This small island with limited resources that has no money to award scholarship or even university places to local and have to hike fees regularly because local undergrads are consuming a disproportionate portion of the education budget, seems to have a different set of accounts when it comes to foreign students. At the cost of $120k each scholar, full fees covered, $6000 per year spending money, free medical insurance etc, the "journalist" did not think it was necessary to account to the taxpayers how many of those hundred thousands did not deliver on their promise of 3 years of work with a Singapore registered company. Even if this spending is a "proportionate" one, why not raise the length of their obligations every year, like how undergraduate fees must always go up?

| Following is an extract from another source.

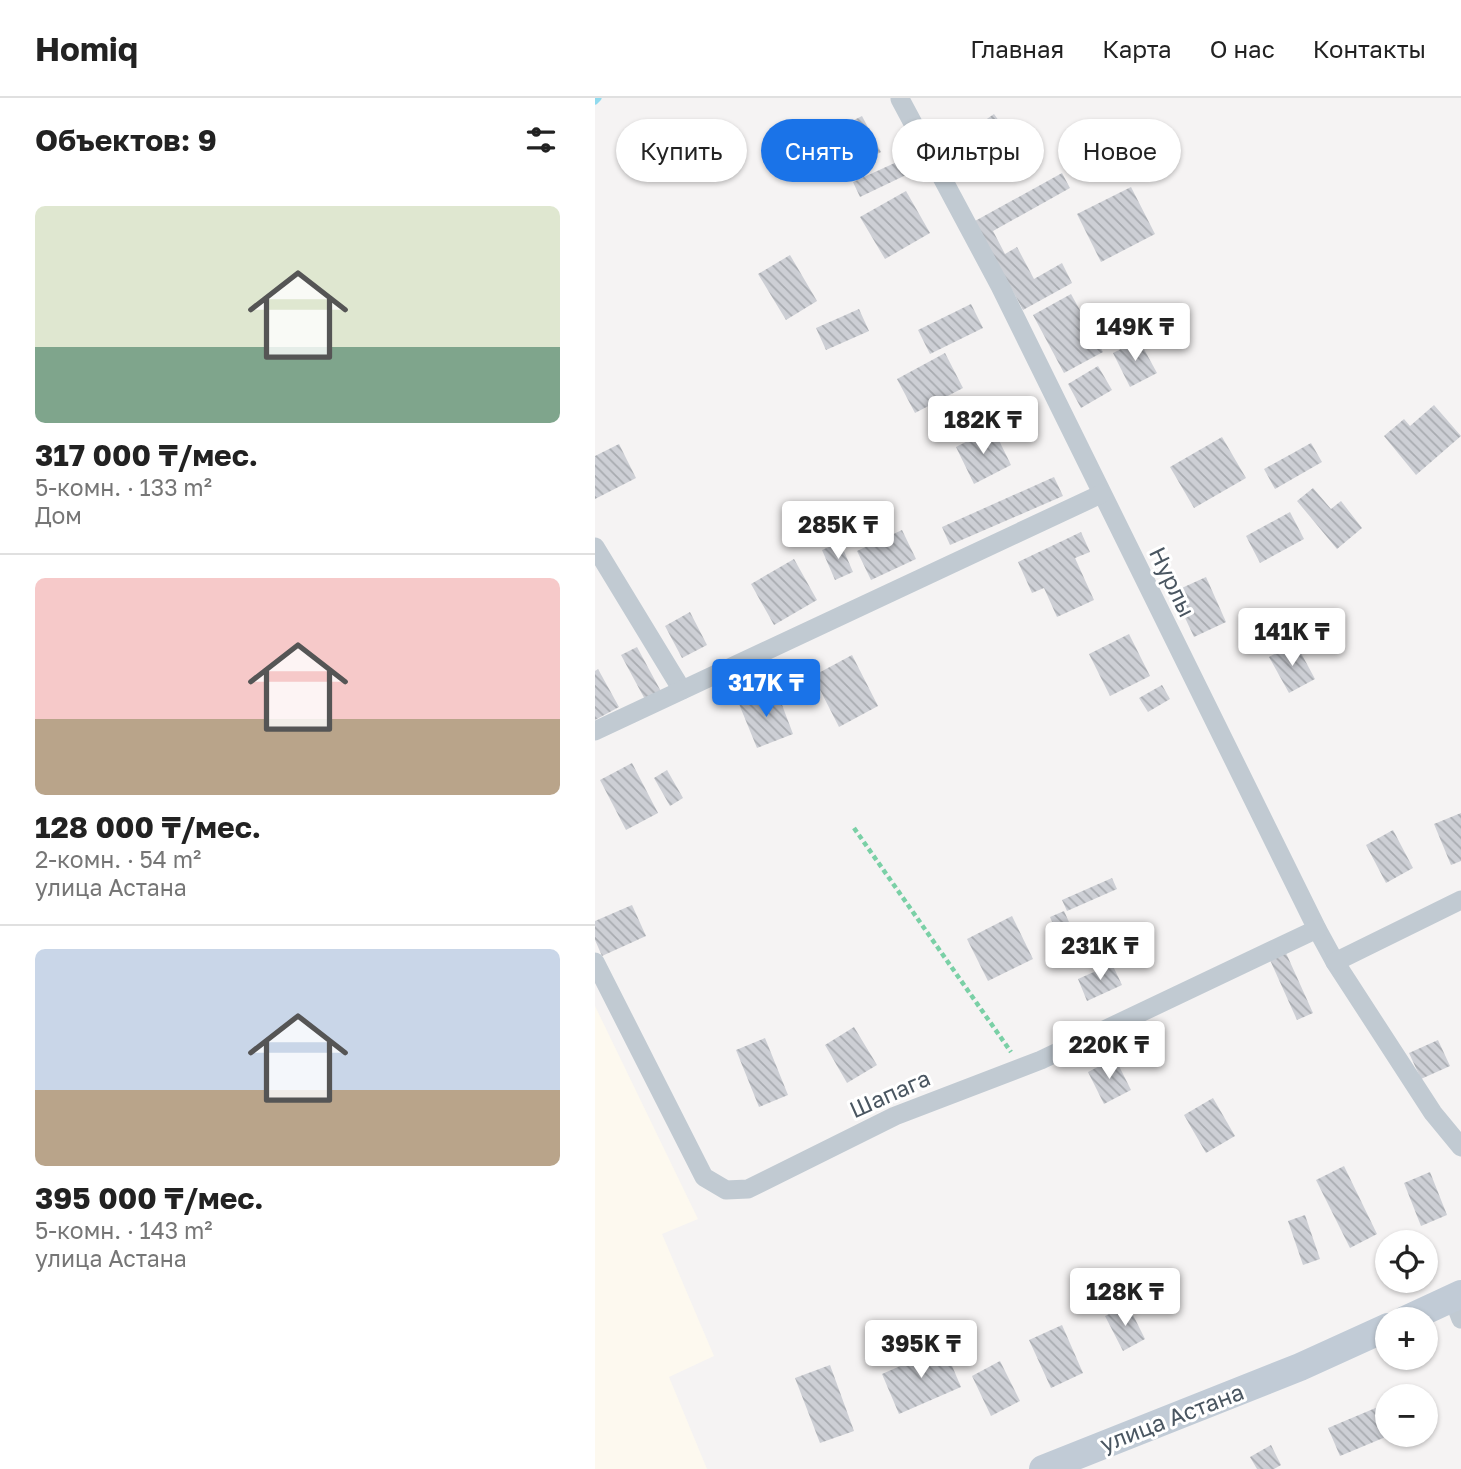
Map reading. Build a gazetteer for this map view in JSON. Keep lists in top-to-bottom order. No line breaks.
{"streets":{"main road":["улица Астана"],"street":["Нурлы","Шапага"]},"crossings":[["Нурлы","Шапага"]],"page":{"header":"Homiq","nav":["Главная","Карта","О нас","Контакты"],"heading":"Объектов: 9","chip":["Купить","Снять","Фильтры","Новое"],"list":[{"name":"317 000 ₸/мес.","note":"5-комн. · 133 m² · Дом"},{"name":"128 000 ₸/мес.","note":"2-комн. · 54 m² · улица Астана"},{"name":"395 000 ₸/мес.","note":"5-комн. · 143 m² · улица Астана"}],"price":["149K ₸","182K ₸","285K ₸","141K ₸","317K ₸","231K ₸","220K ₸","128K ₸","395K ₸"],"map_buttons":["+","−"]}}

Then again, if such scholarships are offered to Singaporeans, who would still take up the PSC scholarships that comes with far more constraints. From the article and from my anecdotal experience, many of the scholars have trouble staying employed. They are magnanimously allowed to take another undergraduate programme (another scholarship?!) or start a company or even suspend their obligations and work overseas. Not the kind of flexibility that local scholars can hope for.
And when it comes to calculating the length of contracts, the article conveniently added in the years of undergraduate study, which is unusual, for when scholarships are mentioned for locals, the study years are never counted. If counted this way, I think the A*STAR scholars would have contracts nearly two decades long.
On another page, PRC secondary school girls point out that they did not get into local schools through the "backdoor", and that they did not need to satisfy local exam requirements because they have passed many rounds of "rigorous" interviews before being granted the scholarship. Well, you tell that to the generations of Singaporeans who were mercilessly denied education opportunities because they failed their English or Mother Tongue exams, but were no less brilliant than the PRC scholars otherwise.